One of the few ways to reduce your property taxes is to catch any mistakes and correct any errors in your annual tax assessment. The implosion of the housing market has caused housing prices to fall over the past three years. Many New Jersey homeowners may now have an opportunity to lower their property tax bills by filing a tax appeal to challenge their tax assessment.
If you think you home assessment is unfair or incorrect, you have until April 1 to file your appeal. To find out if you’re a good candidate for a NJ property tax appeal, you should first have some understanding of how property is assessed in New Jersey and how the appeal process works.
Every year, in either late January or early February, tax assessors are required to mail to each property owner in New Jersey, an annual tax assessment notice. It’s typically printed on a small green card and it simply states your home’s assessed value for both the land and any improvements. The number on the card is calculated as of October 1 of the pre-tax year. So, for example, the tax assessment date for 2009 is October 1, 2008. That number, however, is virtually meaningless unless you know what your town’s average tax ratio currently is.
Every year, the state Division of Taxation with the help of assessors computes these average ratios by analyzing sales of comparable properties over the prior 24 months.

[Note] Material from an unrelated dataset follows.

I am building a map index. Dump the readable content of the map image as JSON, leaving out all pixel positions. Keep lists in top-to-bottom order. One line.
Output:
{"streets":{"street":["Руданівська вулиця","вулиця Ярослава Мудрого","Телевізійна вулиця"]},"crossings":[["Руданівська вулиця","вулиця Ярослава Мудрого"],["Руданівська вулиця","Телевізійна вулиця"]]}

The list of these ratios is published every year, usually right after Christmas, on the division’s website.
The Math Involved in a NJ Property Tax Appeal
To determine whether your property is over or under assessed, there is some math involved.
Have your calculator handy for this part. Every township also gives itself a margin of error which is equal to plus and minus 15 percent of the average ratio. This huge 30 percent sway is the first of many reasons that many appeals are denied. Are houses mis-assessed? Yes. Are they incorrectly assessed by this large a swing? Not very often.

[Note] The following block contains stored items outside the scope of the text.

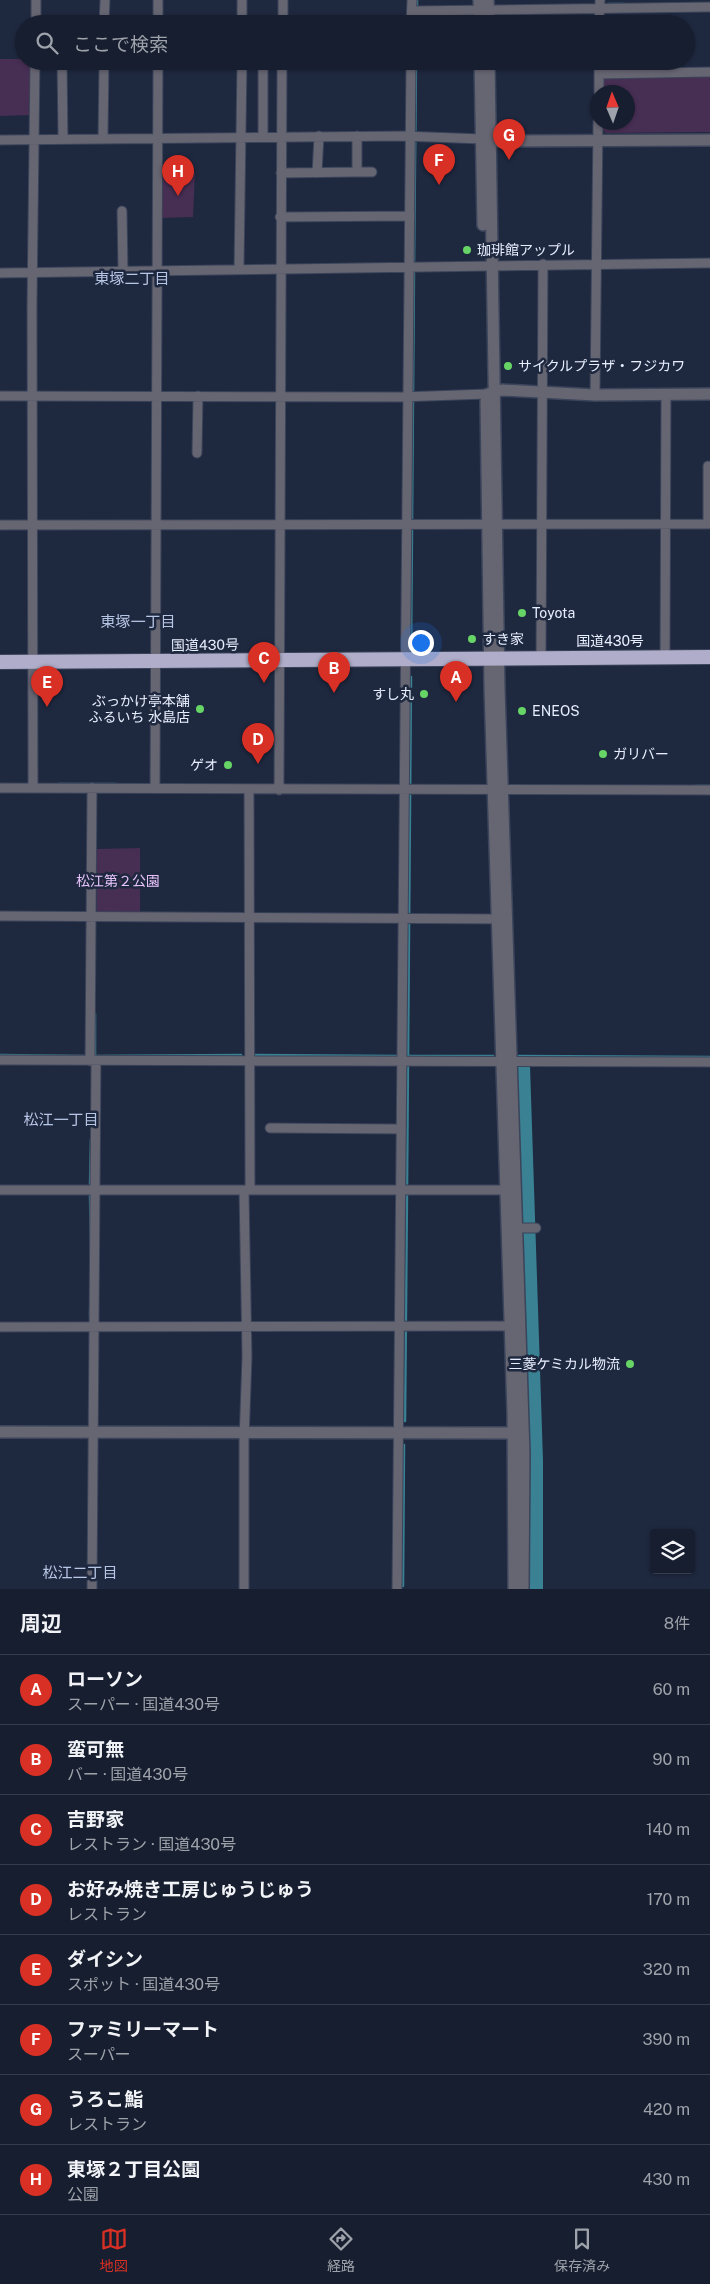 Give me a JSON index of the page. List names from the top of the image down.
{
  "streets": {
    "highway": ["国道430号"]
  },
  "districts": [
    "東塚二丁目",
    "東塚一丁目",
    "松江一丁目",
    "松江二丁目"
  ],
  "parks": ["松江第２公園"],
  "places": [
    "珈琲館アップル",
    "サイクルプラザ・フジカワ",
    "Toyota",
    "すき家",
    "すし丸",
    "ぶっかけ亭本舗 ふるいち 水島店",
    "ENEOS",
    "ガリバー",
    "ゲオ",
    "三菱ケミカル物流"
  ],
  "north": "top",
  "page": {
    "search": "ここで検索",
    "pins": [
      "G",
      "F",
      "H",
      "C",
      "B",
      "A",
      "E",
      "D"
    ],
    "heading": ["周辺", "8件"],
    "list": [
      {
        "mark": "A",
        "name": "ローソン",
        "note": "スーパー · 国道430号",
        "value": "60 m"
      },
      {
        "mark": "B",
        "name": "蛮可無",
        "note": "バー · 国道430号",
        "value": "90 m"
      },
      {
        "mark": "C",
        "name": "吉野家",
        "note": "レストラン · 国道430号",
        "value": "140 m"
      },
      {
        "mark": "D",
        "name": "お好み焼き工房じゅうじゅう",
        "note": "レストラン",
        "value": "170 m"
      },
      {
        "mark": "E",
        "name": "ダイシン",
        "note": "スポット · 国道430号",
        "value": "320 m"
      },
      {
        "mark": "F",
        "name": "ファミリーマート",
        "note": "スーパー",
        "value": "390 m"
      },
      {
        "mark": "G",
        "name": "うろこ鮨",
        "note": "レストラン",
        "value": "420 m"
      },
      {
        "mark": "H",
        "name": "東塚２丁目公園",
        "note": "公園",
        "value": "430 m"
      }
    ],
    "nav": ["地図", "経路", "保存済み"]
  }
}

For example, the average tax ratio for Town XYZ in 2010 is 88.54 percent. On the low end, the town’s ratio is 75.26 percent and on the high end its 101.82 percent. All these ratios are important to figuring out if your home is assessed fairly. If a home in Town XYZ is assessed at $500,000, the property owner must divide his or her home’s assessment by the average ratio — 88.54 percent — to determine the fair market value of their property, in reality, what the town thinks the property is really worth. In this example, the true value comes out to $564,717.
But don’t forget about that margin of error! Property owners should then repeat this same exercise, using the town’s lower ratio and the highest ratio, so they can see the ranges they are dealing with. Using the previous example, dividing their home’s assessed value of $500,000 by 75.26 percent gives you $664,364 and dividing it by 101.82 gives you around $491,063.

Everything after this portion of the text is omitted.